[EXERCISE] Check every line of the material below for the string "viewBox", and return the ones that have it.
§ §
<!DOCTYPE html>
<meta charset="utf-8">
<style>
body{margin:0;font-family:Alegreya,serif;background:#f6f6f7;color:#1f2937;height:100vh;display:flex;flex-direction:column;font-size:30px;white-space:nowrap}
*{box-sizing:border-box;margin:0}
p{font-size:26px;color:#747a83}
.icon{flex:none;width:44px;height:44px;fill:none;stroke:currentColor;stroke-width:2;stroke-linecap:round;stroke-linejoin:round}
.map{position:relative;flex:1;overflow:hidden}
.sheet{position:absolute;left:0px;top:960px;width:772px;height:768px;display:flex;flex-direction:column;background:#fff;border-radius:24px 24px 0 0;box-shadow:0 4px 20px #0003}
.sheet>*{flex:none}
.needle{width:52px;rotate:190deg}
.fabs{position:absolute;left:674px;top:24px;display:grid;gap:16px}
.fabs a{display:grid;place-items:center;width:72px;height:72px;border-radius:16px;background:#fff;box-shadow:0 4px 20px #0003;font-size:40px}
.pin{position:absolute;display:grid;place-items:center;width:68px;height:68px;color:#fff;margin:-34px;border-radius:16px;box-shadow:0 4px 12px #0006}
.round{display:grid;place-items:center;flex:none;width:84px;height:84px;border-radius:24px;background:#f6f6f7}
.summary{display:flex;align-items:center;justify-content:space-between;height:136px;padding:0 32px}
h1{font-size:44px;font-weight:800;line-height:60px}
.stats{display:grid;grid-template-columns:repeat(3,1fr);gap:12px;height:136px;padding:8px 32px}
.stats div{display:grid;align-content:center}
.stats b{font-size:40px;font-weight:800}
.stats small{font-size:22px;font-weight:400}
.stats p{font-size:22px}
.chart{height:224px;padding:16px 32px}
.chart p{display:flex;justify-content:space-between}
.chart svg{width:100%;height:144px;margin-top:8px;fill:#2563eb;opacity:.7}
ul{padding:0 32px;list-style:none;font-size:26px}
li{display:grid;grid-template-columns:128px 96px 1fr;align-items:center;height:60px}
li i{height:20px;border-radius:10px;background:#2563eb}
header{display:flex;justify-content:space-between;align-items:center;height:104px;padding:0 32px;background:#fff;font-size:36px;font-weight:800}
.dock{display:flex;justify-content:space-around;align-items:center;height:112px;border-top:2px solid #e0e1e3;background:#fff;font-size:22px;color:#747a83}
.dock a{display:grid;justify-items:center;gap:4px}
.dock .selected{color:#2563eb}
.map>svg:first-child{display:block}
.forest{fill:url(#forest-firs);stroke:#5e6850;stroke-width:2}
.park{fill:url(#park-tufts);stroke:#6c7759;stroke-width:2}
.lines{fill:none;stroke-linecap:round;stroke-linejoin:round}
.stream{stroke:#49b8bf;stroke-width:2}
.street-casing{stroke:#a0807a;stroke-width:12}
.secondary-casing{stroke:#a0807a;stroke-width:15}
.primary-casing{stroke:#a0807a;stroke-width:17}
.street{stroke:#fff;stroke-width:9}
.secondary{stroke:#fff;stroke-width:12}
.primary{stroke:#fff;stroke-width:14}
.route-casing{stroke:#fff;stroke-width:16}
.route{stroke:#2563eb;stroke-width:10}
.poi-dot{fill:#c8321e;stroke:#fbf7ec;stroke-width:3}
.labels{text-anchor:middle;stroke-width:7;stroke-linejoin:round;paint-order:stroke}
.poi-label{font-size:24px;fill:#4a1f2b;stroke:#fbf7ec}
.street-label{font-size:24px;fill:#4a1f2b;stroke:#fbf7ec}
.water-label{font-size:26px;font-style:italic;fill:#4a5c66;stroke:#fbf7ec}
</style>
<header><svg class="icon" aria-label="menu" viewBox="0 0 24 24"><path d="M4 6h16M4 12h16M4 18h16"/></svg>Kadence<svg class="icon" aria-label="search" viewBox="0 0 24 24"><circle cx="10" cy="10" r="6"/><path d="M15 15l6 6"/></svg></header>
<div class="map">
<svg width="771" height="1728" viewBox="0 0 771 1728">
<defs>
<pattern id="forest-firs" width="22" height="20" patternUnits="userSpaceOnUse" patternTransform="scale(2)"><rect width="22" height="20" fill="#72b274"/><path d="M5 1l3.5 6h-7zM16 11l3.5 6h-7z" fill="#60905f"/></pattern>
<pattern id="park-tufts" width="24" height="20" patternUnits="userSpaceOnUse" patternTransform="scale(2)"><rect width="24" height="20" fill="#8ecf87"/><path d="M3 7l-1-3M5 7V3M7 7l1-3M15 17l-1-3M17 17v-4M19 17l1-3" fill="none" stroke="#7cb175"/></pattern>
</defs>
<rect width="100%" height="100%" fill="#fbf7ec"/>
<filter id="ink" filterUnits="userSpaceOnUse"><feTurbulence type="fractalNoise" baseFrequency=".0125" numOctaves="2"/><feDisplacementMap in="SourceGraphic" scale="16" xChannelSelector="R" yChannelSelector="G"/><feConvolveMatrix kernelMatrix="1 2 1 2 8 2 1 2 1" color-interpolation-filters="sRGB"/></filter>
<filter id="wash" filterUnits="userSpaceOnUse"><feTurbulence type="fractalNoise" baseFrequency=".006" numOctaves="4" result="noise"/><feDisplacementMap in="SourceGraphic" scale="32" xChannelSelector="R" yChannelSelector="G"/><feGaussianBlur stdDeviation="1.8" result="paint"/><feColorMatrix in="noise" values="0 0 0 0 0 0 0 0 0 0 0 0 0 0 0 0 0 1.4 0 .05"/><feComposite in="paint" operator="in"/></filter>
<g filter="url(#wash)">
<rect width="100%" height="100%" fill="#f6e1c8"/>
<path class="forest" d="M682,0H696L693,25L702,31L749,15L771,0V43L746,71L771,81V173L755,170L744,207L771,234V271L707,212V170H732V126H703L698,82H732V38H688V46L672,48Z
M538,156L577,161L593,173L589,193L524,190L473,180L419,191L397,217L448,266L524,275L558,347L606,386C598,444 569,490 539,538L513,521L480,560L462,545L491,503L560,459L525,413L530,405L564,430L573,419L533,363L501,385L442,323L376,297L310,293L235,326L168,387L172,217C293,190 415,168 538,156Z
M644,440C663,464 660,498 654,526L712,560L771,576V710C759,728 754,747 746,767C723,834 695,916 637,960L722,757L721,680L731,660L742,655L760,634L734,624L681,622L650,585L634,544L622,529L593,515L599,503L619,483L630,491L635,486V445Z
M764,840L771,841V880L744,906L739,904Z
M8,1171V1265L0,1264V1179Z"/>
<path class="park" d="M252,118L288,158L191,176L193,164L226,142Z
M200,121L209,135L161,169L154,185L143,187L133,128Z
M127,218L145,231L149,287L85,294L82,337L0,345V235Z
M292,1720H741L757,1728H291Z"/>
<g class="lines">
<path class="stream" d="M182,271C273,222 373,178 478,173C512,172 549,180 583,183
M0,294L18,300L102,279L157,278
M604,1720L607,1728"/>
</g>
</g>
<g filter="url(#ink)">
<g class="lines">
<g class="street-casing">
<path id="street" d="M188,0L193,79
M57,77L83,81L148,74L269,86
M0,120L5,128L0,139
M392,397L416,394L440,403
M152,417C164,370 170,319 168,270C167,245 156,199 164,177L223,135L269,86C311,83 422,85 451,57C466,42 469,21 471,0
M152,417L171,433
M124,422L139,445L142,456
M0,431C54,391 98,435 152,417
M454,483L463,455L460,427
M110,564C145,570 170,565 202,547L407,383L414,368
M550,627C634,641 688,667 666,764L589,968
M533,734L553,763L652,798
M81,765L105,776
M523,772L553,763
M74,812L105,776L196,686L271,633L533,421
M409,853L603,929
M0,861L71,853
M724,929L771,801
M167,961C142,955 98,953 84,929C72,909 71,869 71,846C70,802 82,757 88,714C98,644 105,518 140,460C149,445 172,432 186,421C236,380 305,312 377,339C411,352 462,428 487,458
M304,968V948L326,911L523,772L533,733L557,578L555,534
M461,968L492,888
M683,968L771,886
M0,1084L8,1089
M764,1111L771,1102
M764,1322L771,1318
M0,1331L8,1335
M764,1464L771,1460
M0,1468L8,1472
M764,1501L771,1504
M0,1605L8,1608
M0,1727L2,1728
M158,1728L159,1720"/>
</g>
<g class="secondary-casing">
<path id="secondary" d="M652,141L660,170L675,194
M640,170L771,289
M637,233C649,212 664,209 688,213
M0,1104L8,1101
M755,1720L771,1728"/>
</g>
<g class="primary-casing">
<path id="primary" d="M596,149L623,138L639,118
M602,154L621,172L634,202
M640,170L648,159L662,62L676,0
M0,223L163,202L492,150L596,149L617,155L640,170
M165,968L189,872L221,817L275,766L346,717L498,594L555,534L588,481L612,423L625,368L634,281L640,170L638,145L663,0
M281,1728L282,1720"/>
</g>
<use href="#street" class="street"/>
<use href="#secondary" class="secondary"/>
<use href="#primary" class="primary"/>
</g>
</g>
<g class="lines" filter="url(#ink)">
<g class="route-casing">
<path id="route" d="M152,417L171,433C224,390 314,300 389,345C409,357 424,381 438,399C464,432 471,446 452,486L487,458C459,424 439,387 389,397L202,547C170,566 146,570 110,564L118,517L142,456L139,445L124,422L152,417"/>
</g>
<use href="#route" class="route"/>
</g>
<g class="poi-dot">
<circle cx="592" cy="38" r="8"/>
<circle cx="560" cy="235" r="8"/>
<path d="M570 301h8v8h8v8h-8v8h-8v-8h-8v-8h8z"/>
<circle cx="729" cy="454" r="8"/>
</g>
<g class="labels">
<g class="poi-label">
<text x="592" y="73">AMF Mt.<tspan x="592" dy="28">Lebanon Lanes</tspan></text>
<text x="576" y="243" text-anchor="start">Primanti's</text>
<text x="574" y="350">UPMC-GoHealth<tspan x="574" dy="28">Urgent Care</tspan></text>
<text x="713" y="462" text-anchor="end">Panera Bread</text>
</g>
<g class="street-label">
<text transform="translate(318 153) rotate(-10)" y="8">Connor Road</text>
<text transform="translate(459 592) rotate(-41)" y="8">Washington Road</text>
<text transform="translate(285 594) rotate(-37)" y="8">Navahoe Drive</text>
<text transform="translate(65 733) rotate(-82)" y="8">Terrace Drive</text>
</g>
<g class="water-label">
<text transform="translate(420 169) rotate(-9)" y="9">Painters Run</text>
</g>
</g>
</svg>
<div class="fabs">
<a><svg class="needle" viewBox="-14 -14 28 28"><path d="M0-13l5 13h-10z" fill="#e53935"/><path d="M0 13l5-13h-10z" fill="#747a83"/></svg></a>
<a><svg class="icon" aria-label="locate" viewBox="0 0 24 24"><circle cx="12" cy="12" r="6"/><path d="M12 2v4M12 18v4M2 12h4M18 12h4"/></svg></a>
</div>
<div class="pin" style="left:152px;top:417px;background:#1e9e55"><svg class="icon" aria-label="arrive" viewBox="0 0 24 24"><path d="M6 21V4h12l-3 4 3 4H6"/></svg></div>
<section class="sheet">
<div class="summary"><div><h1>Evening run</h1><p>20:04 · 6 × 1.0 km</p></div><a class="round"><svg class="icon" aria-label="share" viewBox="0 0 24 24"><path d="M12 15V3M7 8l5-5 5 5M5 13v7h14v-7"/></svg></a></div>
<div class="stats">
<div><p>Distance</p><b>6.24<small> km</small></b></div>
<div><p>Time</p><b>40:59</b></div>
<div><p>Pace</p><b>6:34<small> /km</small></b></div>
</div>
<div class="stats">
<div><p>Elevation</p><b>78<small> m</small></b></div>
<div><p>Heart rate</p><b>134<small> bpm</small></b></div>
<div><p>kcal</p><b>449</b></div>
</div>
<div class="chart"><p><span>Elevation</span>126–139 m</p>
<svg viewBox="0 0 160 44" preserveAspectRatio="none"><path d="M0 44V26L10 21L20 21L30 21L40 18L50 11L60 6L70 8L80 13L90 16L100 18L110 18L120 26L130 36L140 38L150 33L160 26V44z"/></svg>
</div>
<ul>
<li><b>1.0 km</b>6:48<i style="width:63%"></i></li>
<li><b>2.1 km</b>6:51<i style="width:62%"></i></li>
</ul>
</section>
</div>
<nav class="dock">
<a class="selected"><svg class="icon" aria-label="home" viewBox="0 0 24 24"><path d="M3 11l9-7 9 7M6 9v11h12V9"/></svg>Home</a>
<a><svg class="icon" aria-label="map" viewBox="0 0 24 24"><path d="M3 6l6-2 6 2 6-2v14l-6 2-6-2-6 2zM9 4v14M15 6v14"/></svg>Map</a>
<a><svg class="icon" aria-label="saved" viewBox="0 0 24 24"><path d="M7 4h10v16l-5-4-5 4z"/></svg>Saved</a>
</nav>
§ §
[OUTPUT BELOW]
<header><svg class="icon" aria-label="menu" viewBox="0 0 24 24"><path d="M4 6h16M4 12h16M4 18h16"/></svg>Kadence<svg class="icon" aria-label="search" viewBox="0 0 24 24"><circle cx="10" cy="10" r="6"/><path d="M15 15l6 6"/></svg></header>
<svg width="771" height="1728" viewBox="0 0 771 1728">
<a><svg class="needle" viewBox="-14 -14 28 28"><path d="M0-13l5 13h-10z" fill="#e53935"/><path d="M0 13l5-13h-10z" fill="#747a83"/></svg></a>
<a><svg class="icon" aria-label="locate" viewBox="0 0 24 24"><circle cx="12" cy="12" r="6"/><path d="M12 2v4M12 18v4M2 12h4M18 12h4"/></svg></a>
<div class="pin" style="left:152px;top:417px;background:#1e9e55"><svg class="icon" aria-label="arrive" viewBox="0 0 24 24"><path d="M6 21V4h12l-3 4 3 4H6"/></svg></div>
<div class="summary"><div><h1>Evening run</h1><p>20:04 · 6 × 1.0 km</p></div><a class="round"><svg class="icon" aria-label="share" viewBox="0 0 24 24"><path d="M12 15V3M7 8l5-5 5 5M5 13v7h14v-7"/></svg></a></div>
<svg viewBox="0 0 160 44" preserveAspectRatio="none"><path d="M0 44V26L10 21L20 21L30 21L40 18L50 11L60 6L70 8L80 13L90 16L100 18L110 18L120 26L130 36L140 38L150 33L160 26V44z"/></svg>
<a class="selected"><svg class="icon" aria-label="home" viewBox="0 0 24 24"><path d="M3 11l9-7 9 7M6 9v11h12V9"/></svg>Home</a>
<a><svg class="icon" aria-label="map" viewBox="0 0 24 24"><path d="M3 6l6-2 6 2 6-2v14l-6 2-6-2-6 2zM9 4v14M15 6v14"/></svg>Map</a>
<a><svg class="icon" aria-label="saved" viewBox="0 0 24 24"><path d="M7 4h10v16l-5-4-5 4z"/></svg>Saved</a>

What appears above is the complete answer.